Sunday, 1 December 2024



 There are some mighty pines in and around the grounds of the music school. For example the one in the background of Thursday's photo must be a couple of hundred feet tall. It can be seen on the horizon from various viewpoints for miles around. 
 Actually it's in someone's front garden rather than the school grounds. The general area is known as Pinehill. I suspect most were planted when the house stood alone on top of the hill with fields sloping up to it. As mentioned in a previous entry it was commissioned by the Quaker botanist/pharmacist William Ransome who farmed the surrounding area. I imagine he instigated the planting of the numerous pines?

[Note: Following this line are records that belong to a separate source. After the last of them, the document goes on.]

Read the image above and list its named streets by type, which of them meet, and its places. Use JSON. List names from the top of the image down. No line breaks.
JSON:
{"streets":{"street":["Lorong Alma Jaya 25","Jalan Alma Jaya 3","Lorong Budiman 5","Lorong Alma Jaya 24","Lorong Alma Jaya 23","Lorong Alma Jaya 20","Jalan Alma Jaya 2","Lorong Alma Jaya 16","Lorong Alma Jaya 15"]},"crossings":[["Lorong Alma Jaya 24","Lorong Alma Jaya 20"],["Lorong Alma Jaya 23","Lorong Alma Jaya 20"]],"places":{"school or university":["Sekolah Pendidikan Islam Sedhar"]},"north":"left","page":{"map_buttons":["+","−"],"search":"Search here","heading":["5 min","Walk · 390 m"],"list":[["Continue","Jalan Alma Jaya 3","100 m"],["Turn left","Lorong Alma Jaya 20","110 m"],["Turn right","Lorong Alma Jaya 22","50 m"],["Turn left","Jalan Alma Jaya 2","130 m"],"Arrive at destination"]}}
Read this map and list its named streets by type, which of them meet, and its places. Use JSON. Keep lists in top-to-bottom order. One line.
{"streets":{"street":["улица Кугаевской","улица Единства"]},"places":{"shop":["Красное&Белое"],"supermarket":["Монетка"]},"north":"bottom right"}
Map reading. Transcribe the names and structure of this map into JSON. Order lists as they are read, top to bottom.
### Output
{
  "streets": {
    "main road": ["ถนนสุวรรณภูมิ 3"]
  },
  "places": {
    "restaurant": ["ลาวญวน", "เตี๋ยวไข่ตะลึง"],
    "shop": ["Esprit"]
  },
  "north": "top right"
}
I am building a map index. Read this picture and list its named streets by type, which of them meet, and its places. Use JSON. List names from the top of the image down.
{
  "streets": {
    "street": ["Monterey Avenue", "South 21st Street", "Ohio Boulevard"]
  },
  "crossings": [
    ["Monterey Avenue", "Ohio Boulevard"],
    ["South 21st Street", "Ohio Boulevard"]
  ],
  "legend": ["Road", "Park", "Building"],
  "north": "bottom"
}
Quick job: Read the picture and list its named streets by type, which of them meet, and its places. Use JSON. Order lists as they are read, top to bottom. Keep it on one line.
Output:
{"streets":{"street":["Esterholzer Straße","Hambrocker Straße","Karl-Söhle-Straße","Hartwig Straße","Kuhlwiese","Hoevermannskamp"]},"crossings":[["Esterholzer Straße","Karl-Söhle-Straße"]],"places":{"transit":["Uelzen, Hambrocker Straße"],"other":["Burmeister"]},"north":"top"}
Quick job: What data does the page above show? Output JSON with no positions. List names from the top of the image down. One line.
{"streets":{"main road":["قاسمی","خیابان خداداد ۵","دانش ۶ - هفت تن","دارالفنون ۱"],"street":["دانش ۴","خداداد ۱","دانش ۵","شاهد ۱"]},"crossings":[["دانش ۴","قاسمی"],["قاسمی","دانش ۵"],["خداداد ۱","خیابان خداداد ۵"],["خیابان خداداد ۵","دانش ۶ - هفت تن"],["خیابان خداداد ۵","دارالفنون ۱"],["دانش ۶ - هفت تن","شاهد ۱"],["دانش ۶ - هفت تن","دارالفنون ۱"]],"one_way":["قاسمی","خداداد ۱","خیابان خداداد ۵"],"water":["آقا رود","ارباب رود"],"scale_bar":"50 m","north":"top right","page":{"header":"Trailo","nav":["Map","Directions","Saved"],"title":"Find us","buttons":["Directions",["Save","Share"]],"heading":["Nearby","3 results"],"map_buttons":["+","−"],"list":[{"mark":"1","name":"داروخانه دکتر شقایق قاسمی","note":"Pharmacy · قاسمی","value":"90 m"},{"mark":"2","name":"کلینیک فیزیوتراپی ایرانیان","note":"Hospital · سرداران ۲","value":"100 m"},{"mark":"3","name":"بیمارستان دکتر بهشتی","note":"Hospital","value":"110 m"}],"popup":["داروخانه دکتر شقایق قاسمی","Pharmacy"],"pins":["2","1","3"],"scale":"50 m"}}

 Needless to say there is a considerable fall of needles and cones particularly in windy weather as recently. As with leaves they can lie where they fall on the beds but we sweep the tarmac and add them to the compost heaps. 
 In America 'pine straw mulch' is widely used as a compostable organic matter. They have a lot of it to compost I suppose. I used to have the idea that it might serve as an ericaceous compost since pine needles are somewhat acidic. Apparently it makes no difference to the soil PH.
 Curious fact. It's said that there are more giant redwoods planted in the UK than growing native in California: around half a million here as opposed to about 80,000 in the 'Redwood State'. Can that be true?